Second of all, I don't do this. I am eminently civil. If you actually have some "pearls of wisdom" I want to know what they are and how you know they constitute wisdom.



Little Texas Gal: I have now come to a time when I have realized that I am not going to go in circles any longer.

Fair enough. However good debates sometimes linger in circles for a bit and then break free into real insight. Some things can be understood. Some meanings can be shared. Sometimes other people can get closer to understanding part of what you mean. I can't believe that if your message is true and important it wouldn't be worth defending and supporting, even for a chance at some understanding.

But, if that's not how you find it, suit yourself of course.




Little Texas Gal: Attempting to prove to someone something they will never understand nor accept time and again is not spending my time wisely and it teaches no one any thing.

It would be good exercise. Exercise is never a waste of time. And if your position is supportable, no one with any intellectual integrity could avoid understanding the connection between your position and your reason for having it. People could learn from it. You yourself would come to understand it better. People could learn a lot about it even if they don't agree.

I'm not exhorting you to continue, I'm just explaining why I disagree.

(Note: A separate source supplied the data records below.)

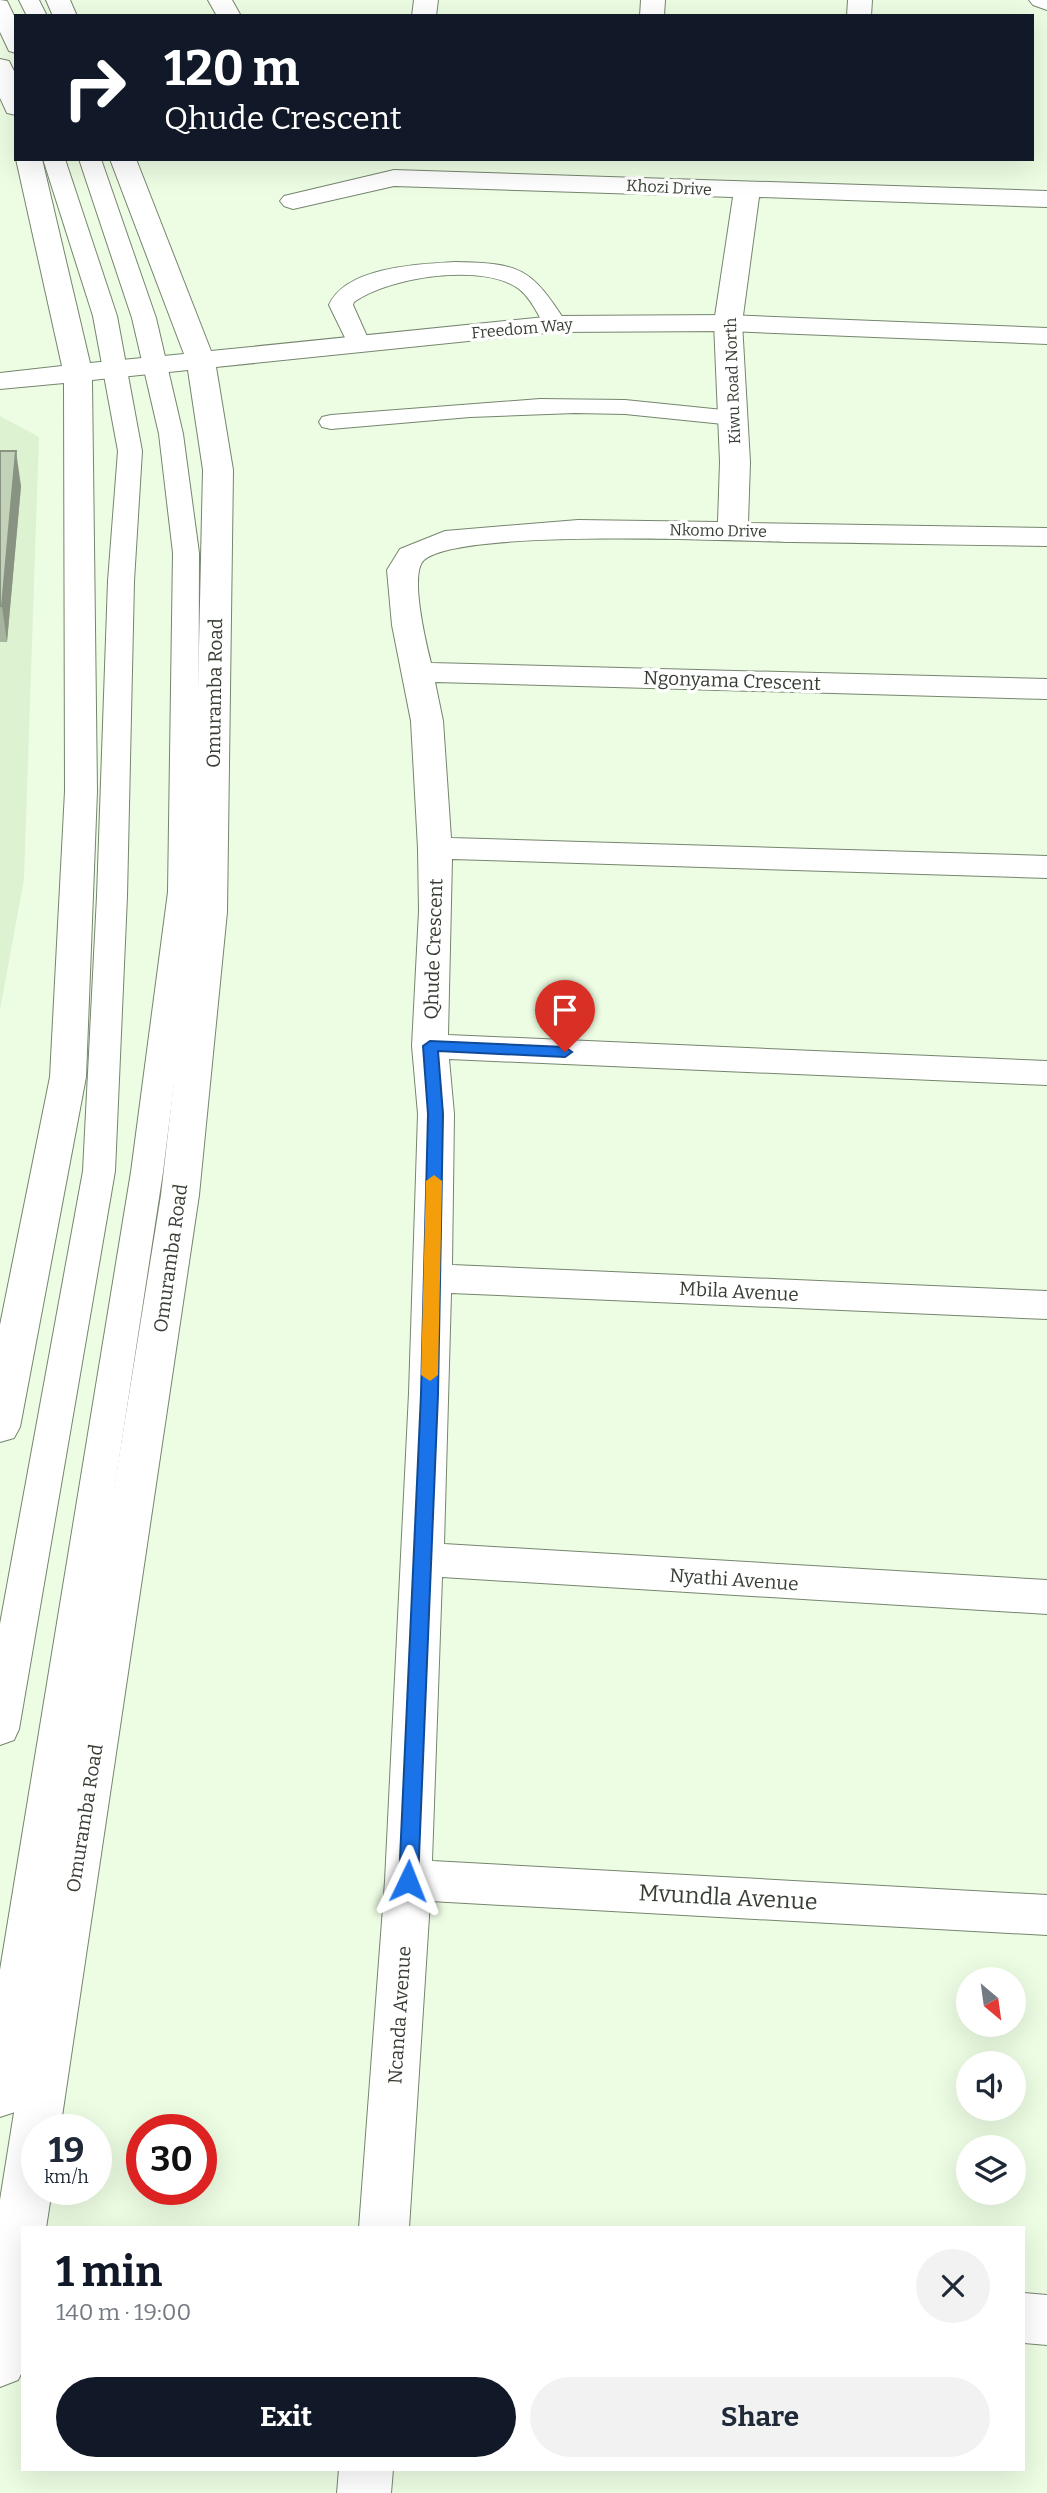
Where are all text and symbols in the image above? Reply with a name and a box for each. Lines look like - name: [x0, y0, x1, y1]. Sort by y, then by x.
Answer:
- text: 120 m: [164, 39, 299, 98]
- icon: right: [49, 42, 140, 133]
- text: Qhude Crescent: [164, 99, 402, 137]
- street label: Khozi Drive: [626, 176, 712, 199]
- street label: Freedom Way: [470, 315, 574, 342]
- street label: Kiwu Road North: [721, 317, 744, 445]
- street label: Nkomo Drive: [669, 520, 767, 541]
- street label: Omuramba Road: [202, 618, 227, 768]
- street label: Ngonyama Crescent: [643, 666, 821, 695]
- street label: Qhude Crescent: [420, 878, 447, 1020]
- pin: [535, 980, 595, 1052]
- icon: arrive: [546, 991, 584, 1029]
- street label: Omuramba Road: [149, 1182, 192, 1334]
- street label: Mbila Avenue: [679, 1277, 799, 1306]
- street label: Nyathi Avenue: [669, 1564, 799, 1595]
- street label: Omuramba Road: [61, 1742, 108, 1894]
- position arrow: [371, 1844, 445, 1918]
- street label: Mvundla Avenue: [638, 1878, 818, 1916]
- street label: Ncanda Avenue: [383, 1945, 416, 2085]
- north arrow: [956, 1967, 1026, 2037]
- map controls: [956, 1967, 1026, 2205]
- button: sound: [956, 2051, 1026, 2121]
- speed limit sign: 30: [126, 2114, 217, 2205]
- text: 19: [49, 2129, 84, 2171]
- button: layers: [956, 2135, 1026, 2205]
- text: km/h: [44, 2166, 89, 2188]
- text: 1 min: [56, 2247, 162, 2297]
- button: close: [916, 2249, 990, 2323]
- text: 140 m · 19:00: [56, 2298, 191, 2326]
- button: Exit: [56, 2377, 516, 2457]
- button: Share: [530, 2377, 990, 2457]

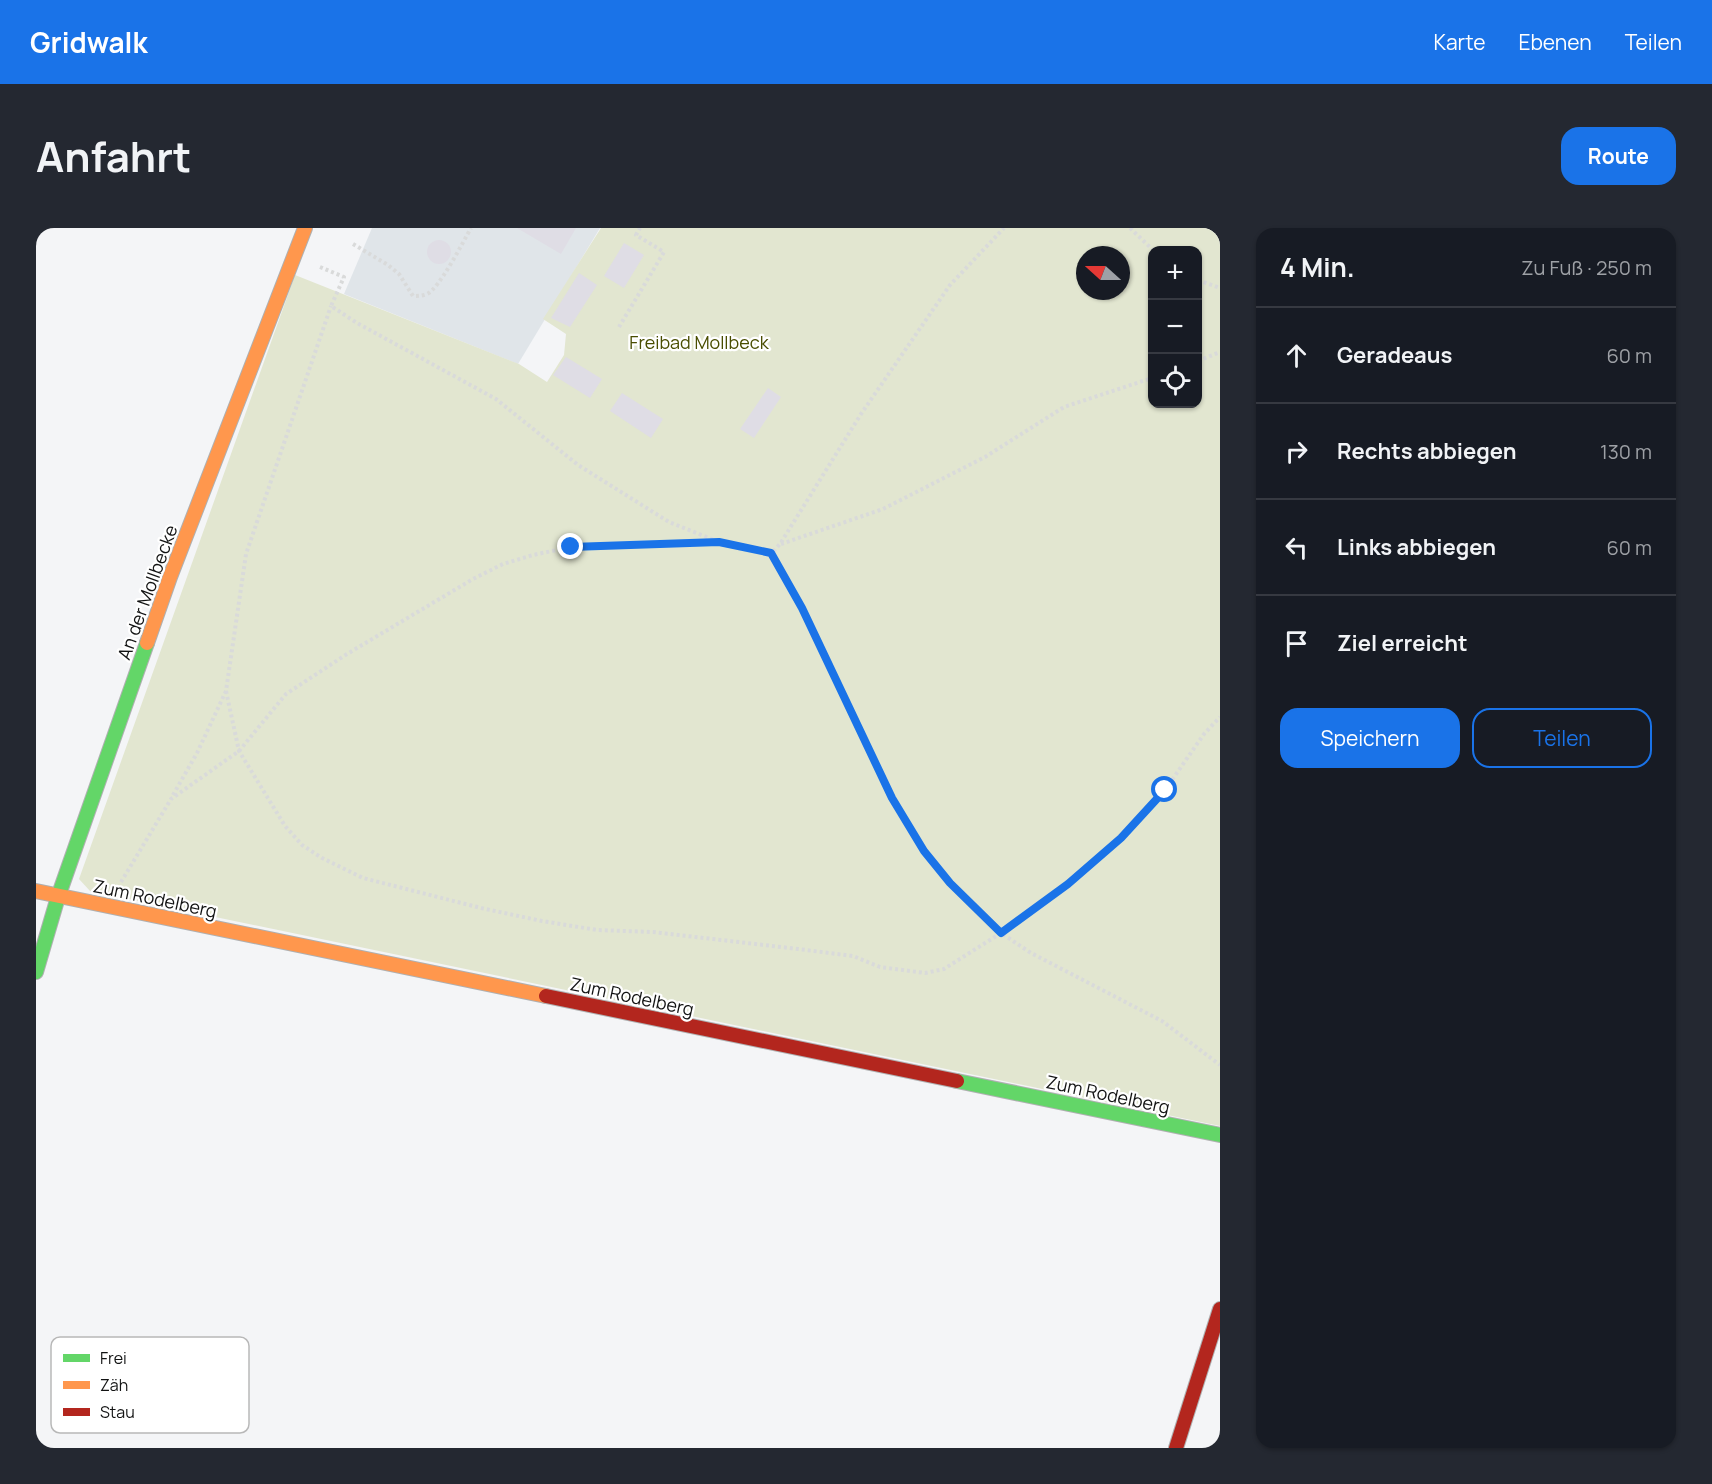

Little Texas Gal: I have realized that I am saying the same things again and again and those who are on the other side of the fence are doing the same.

I'm really sorry you see it that way. I am trying to say things differently every time. I am trying to chip away at the traditional dialog and get closer to what is actually important. I'm trying to find new ways to talk about the important things, ways that are capable of being understood by everyone. If I haven't found them yet, that is all the more reason to keep trying.

In the meantime, sometimes I do come up with a new way to demonstrate what I mean, and sometimes people do understand, and that is worth it. It's fun. Plus, I can make note of what worked and why. That gets me a little step closer to my goal.




WoonderCat: Honestly, Raver....in this group I find it personally pointless to engage in "there is a God/there is no God" arguments.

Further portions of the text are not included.